To apply this idea, a helpful drill could be filming your side lunges or using any pressure‑sensing insole you can access, and focusing on whether your knee stays roughly over your toes and whether you absorb the landing smoothly instead of “stabbing” the floor with a single sharp force spike, which often leads to injuries. If your knees feel less sore after working on softer landings and better lower body alignment during practice, that’s biomechanics directly contributing to healthier training and lower ACL tearing risk!
Newer work even treats entire matches as biomechanical data instead of just rallies and scores. One study used IMU wearables to quantify the external load in men’s singles badminton, looking at how much mechanical work players did and how that load changed with factors such as the match outcome or the score gap. That kind of data can lead to smarter training plans.
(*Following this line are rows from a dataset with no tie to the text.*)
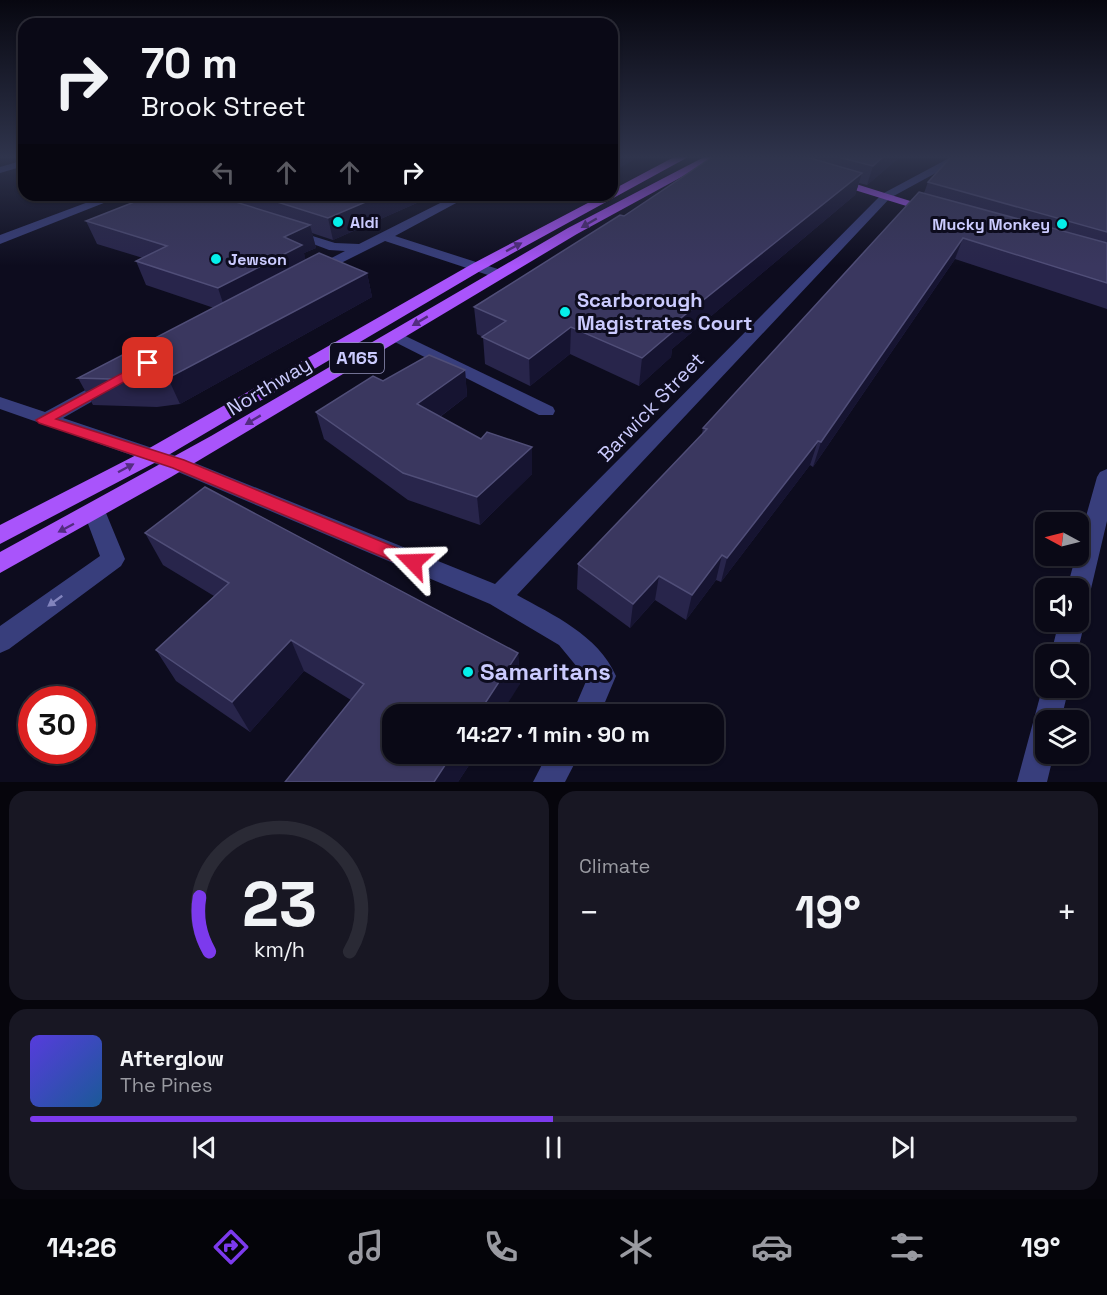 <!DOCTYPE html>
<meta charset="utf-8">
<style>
:root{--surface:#0a0916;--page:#181723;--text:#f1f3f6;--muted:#999aa1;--line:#2a2a35;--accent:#7c3aed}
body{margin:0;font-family:"Space Grotesk",sans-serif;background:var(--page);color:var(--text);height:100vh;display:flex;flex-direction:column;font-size:22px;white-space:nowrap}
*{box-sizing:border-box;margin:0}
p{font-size:20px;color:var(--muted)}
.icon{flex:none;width:33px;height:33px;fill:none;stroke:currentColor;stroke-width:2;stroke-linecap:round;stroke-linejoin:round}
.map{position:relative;height:782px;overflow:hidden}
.details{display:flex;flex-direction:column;gap:9px;padding:9px;background:#06050c;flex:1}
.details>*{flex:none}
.guide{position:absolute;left:18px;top:18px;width:600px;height:183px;border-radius:18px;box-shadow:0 2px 4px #0004,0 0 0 2px var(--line);background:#0a0916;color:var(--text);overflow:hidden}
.needle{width:39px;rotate:277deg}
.buttons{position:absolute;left:1035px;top:512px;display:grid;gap:12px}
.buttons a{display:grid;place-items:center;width:54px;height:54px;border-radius:12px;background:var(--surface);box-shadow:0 2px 4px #0004,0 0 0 2px var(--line);font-size:30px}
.speed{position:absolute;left:18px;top:686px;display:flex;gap:12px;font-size:30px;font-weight:700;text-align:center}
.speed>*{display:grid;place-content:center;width:78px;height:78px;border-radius:50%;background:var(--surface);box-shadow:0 2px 4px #0004,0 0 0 2px var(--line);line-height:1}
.speed .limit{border:9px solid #d22;background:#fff;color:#111}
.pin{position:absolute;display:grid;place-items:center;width:51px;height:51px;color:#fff;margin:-26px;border-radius:12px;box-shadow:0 3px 9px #0006}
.me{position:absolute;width:66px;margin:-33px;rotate:292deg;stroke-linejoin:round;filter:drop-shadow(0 0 4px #0008)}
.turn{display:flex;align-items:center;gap:21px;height:126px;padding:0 24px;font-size:27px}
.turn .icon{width:78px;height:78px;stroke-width:2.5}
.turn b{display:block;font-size:42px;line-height:51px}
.lanes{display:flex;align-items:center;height:57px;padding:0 24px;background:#0003;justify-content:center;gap:30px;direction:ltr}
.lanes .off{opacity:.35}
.big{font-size:45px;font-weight:700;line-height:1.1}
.details .tile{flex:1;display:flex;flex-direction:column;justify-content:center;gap:9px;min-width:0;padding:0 21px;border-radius:18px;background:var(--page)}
.details .dial{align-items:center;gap:0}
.dial svg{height:156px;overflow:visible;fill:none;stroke:var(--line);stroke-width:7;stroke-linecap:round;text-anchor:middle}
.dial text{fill:var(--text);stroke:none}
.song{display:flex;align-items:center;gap:18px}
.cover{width:72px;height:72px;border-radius:9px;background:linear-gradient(135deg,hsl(250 70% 55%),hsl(210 70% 35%))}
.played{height:6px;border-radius:3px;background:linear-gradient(90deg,var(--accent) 50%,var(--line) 50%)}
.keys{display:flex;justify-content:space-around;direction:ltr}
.heat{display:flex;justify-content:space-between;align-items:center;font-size:33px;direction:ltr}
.details .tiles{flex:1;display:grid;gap:9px;grid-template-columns:1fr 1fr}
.tile:last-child{grid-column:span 2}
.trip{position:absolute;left:382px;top:704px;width:342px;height:60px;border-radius:18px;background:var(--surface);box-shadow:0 2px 4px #0004,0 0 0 2px var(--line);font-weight:700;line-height:60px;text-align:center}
.tab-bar{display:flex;height:96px;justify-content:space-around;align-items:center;background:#040409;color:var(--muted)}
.tab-bar .icon{width:42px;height:42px}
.tab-bar .active{color:var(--accent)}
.tab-bar b{font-size:27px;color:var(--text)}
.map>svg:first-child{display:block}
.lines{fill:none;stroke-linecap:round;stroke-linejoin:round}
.minor{fill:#383e7c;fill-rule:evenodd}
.major{fill:#a954fb;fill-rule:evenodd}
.wall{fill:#28254b}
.shaded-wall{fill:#161431}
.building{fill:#3a375f;stroke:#504e78;stroke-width:1.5}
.oneway{fill:#532c81}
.oneway2{fill:#8284bd}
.route{fill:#e11d48;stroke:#92132f;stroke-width:1.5}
.poi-dot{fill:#05efea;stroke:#0d0c1e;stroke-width:2}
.labels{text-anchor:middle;stroke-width:6;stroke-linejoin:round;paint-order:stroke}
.far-poi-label{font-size:16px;font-weight:bold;fill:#cbcbfe;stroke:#0d0c1e;text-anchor:start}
.shield{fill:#0d0c1e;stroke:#9292bb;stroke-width:1.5}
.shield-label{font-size:18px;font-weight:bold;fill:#cbcbfe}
.poi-label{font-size:20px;font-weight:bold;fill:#cbcbfe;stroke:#0d0c1e;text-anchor:start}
.street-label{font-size:20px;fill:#cbcbfe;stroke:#0d0c1e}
.near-poi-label{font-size:24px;font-weight:bold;fill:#cbcbfe;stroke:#0d0c1e;text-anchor:start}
</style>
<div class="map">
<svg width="1107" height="782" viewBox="0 0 1107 782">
<rect width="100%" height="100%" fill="#0d0c1e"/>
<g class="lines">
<g class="minor">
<path d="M953,156H967L890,198L517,595C553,615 598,635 616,676L600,714H572L587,679L559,645L490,604L171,469L0,409V397L45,412L102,381H114L117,385L114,389L63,418L185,459L495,584L882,194Z"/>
<polygon points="24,160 24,166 0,173 0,167"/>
<polygon points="107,195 124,195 0,244 0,235"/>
<polygon points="456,195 471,195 395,236 504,271 504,277 494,277 385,241 317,275 310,271 312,268 345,251 329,250 284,233 290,229 335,243 359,244"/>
<polygon points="395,331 553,407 555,411 553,415 539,415 389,339 387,336 389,333"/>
<polygon points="1107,469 1107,521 1090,593 1087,600 1078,603 1078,588 1067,588 1076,555 1078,555 1078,545 1097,477 1100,472"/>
<polygon points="95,505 103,507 106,513 125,559 121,566 9,649 0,653 0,626 100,556 84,513 87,507"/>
<polygon points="1078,612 1085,621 1077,654 1051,654 1059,621 1078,621"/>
<polygon points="1045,678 1046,687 1069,687 1061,720 1046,720 1046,753 1054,753 1047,782 1017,782"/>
<polygon points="548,753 580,753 565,782 533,782"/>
</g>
<g class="major">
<polygon points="676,156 690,156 482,270 160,460 0,544 0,525 146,450 472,264 603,195 612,195 612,190"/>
<polygon points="706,156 720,156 577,234 171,477 0,573 0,552 211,436 568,228"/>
<polygon points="832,179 840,179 939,210 929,213 832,183"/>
</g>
</g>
<g class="wall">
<polygon points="714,156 901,156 867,185 859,183 855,195 672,349 671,357 639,386 570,354 530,386 485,364 483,337 477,334 474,307 624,216"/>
<polygon points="1107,157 1107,309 955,259 813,467 810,465 721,582 716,580 686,620 655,600 630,628 577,589 578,564 702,434 703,428 924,193 928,182"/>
<polygon points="152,195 418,195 419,202 333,240 312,233 316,248 304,253 305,260 367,273 372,297 180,404 157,407 93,405 78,378 214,308 146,285 136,261 143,258 97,244 86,221"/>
<polygon points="548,195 569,195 561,199"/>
<polygon points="465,370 467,396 440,417 481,439 532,447 532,474 480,525 408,500 324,439 316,412 383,381"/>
<polygon points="145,533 518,653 520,684 393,753 477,753 458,782 285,782 351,700 304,671 250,732 176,681 156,650 214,596 163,565"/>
</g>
<g class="shaded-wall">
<polygon points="612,156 641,156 612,172"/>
<polygon points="884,156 901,156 867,185 873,166"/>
<polygon points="862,173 855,195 672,349 671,357 639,386 642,358 671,326"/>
<polygon points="382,195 418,195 419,202 333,240 328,218"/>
<polygon points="561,195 569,195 561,199"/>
<polygon points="310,225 316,248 304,253 308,268 226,312 218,288 284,237"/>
<polygon points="963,238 955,259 813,467 821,442"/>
<polygon points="367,273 372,297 180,404 168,378"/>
<polygon points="571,327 570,354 530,386 529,359"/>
<polygon points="465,370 467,396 421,431 417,404"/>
<polygon points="818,441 810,465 721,582 727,558"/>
<polygon points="532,447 532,474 480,525 477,497"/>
<polygon points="722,555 716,580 686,620 692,595"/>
<polygon points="659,576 655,600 630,628 633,604"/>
<polygon points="291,640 304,671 250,732 232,702"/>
<polygon points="518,653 520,684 501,714 478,714"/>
<polygon points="453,753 477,753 458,782 434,782"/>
</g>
<g class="building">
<polygon points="714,156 803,156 862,173 671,326 675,330 642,358 571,327 529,359 482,337 506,321 474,307 620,215 624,216"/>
<polygon points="834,156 884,156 873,166"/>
<polygon points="952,156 1107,157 1107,232 928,182"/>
<polygon points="919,192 1107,243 1107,283 963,238 821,442 818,441 727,558 722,555 692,595 659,576 633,604 578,564 707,429 703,428"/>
<polygon points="152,195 213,195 310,225 284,237 302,245 218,288 136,261 167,246 86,221"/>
<polygon points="255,195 382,195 328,218"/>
<polygon points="319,253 367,273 168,378 144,380 78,378"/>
<polygon points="429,355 465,370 417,404 481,439 487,432 532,447 477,497 403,473 316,412 373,376 383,381"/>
<polygon points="205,487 518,653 478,714 393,714 393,753 453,753 434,782 285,782 364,684 291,640 232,702 156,650 229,583 145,533"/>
</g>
<defs><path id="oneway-solid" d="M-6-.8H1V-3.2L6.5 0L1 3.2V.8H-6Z" transform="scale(1.5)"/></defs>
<g class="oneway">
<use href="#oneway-solid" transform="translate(589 223) rotate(150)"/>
<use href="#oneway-solid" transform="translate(514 247) rotate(-28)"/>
<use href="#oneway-solid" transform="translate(420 321) rotate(149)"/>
<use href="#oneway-solid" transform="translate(253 420) rotate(149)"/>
<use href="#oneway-solid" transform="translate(126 468) rotate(-28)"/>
<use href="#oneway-solid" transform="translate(66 528) rotate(152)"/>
</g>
<use class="oneway2" href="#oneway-solid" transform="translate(55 601) rotate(144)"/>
<linearGradient id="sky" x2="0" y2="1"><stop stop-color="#070710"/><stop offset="0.59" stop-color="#2f344c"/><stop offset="1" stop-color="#2f344c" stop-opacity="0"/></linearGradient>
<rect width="1107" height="266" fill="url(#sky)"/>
<polygon class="route" points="148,359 155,363 153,366 56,419 184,460 419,557 422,562 419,567 413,569 407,567 173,468 39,423 36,420"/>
<g class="poi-dot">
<circle cx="338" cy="222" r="6"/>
<circle cx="1062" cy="224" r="6"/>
<circle cx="216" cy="259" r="6"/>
<circle cx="565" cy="312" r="6"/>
<circle cx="468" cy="672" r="6"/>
</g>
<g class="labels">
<g class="far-poi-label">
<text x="350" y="228">Aldi</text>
<text x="1050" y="230" text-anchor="end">Mucky Monkey</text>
<text x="228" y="265">Jewson</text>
</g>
<rect class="shield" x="330" y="343" width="54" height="30" rx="4.5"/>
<g class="shield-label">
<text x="357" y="364">A165</text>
</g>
<g class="poi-label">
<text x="577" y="307">Scarborough<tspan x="577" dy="23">Magistrates Court</tspan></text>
</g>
<g class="street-label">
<text transform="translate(269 386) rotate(-31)" y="7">Northway</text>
<text transform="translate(651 407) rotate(-46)" y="7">Barwick Street</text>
</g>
<g class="near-poi-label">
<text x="480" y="680">Samaritans</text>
</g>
</g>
</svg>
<div class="buttons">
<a><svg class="needle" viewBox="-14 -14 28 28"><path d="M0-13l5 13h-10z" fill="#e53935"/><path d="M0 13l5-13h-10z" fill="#999aa1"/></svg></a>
<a><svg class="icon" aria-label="sound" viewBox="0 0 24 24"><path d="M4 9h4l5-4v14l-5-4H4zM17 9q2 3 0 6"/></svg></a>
<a><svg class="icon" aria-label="search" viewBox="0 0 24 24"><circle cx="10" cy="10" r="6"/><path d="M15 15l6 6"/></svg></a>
<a><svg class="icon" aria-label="layers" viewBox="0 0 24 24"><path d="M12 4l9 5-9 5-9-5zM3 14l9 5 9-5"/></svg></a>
</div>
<div class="speed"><div class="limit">30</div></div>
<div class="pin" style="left:148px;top:363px;background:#d93025"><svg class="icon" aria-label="arrive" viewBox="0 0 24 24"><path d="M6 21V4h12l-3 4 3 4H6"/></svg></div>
<svg class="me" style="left:413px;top:562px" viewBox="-20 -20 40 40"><path d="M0-17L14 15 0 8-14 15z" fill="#e11d48" stroke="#fff" stroke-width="4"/></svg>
<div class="trip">14:27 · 1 min · 90 m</div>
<div class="guide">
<div class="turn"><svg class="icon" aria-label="right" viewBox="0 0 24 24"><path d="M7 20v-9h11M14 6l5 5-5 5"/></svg><div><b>70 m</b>Brook Street</div></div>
<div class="lanes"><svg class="icon off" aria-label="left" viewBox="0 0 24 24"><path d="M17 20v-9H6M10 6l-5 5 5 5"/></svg><svg class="icon off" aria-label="ahead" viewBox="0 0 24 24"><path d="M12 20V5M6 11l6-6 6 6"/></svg><svg class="icon off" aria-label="ahead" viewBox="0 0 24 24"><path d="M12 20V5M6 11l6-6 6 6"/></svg><svg class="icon" aria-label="right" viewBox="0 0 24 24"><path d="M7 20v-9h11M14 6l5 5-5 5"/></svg></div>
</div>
</div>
<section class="details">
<div class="tiles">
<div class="tile dial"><svg viewBox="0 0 100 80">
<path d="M14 69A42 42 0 1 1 86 69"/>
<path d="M14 69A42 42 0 0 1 9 41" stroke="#7c3aed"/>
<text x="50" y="56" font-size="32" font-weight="700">23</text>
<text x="50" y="72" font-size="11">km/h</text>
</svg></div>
<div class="tile"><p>Climate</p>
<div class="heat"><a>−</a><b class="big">19°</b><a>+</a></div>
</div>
<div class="tile">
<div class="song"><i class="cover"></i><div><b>Afterglow</b><p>The Pines</p></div></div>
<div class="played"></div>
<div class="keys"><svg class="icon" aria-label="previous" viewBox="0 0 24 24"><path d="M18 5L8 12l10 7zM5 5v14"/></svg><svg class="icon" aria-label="pause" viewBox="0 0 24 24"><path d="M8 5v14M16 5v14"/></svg><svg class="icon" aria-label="next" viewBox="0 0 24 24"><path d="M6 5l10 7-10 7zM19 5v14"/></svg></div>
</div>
</div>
</section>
<nav class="tab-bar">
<b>14:26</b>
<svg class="icon active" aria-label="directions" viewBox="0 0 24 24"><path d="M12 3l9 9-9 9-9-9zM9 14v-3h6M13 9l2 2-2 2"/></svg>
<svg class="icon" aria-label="music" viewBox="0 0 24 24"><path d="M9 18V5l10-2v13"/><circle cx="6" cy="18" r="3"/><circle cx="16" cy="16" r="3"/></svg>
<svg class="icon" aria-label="phone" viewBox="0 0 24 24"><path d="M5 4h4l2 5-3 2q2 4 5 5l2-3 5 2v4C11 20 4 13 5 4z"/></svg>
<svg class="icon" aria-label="climate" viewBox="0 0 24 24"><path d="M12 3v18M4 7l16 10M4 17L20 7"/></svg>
<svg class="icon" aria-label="car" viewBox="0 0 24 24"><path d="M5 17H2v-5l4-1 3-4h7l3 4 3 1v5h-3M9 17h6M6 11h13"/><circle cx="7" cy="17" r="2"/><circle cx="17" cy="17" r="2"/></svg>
<svg class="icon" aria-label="filters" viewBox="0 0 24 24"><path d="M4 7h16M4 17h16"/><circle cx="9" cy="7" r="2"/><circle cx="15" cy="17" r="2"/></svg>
<b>19°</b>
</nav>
If you know a typical competitive singles match involves a certain amount of high‑intensity directional changes and jumps, you can design conditioning blocks and drills that match that targeted practice instead of randomly “training hard” without direction or intention. On the tech side, researchers are also using IMU‑based neural networks to recognize six important badminton strokes and even different shot trajectories with very high accuracy. For a player who loves data, you can treat your upcoming season or practice session like a biomechanics project. Capture movement data early in the year, improve one variable at a time, and then re‑measure later on to see how biomechanics has helped your badminton game!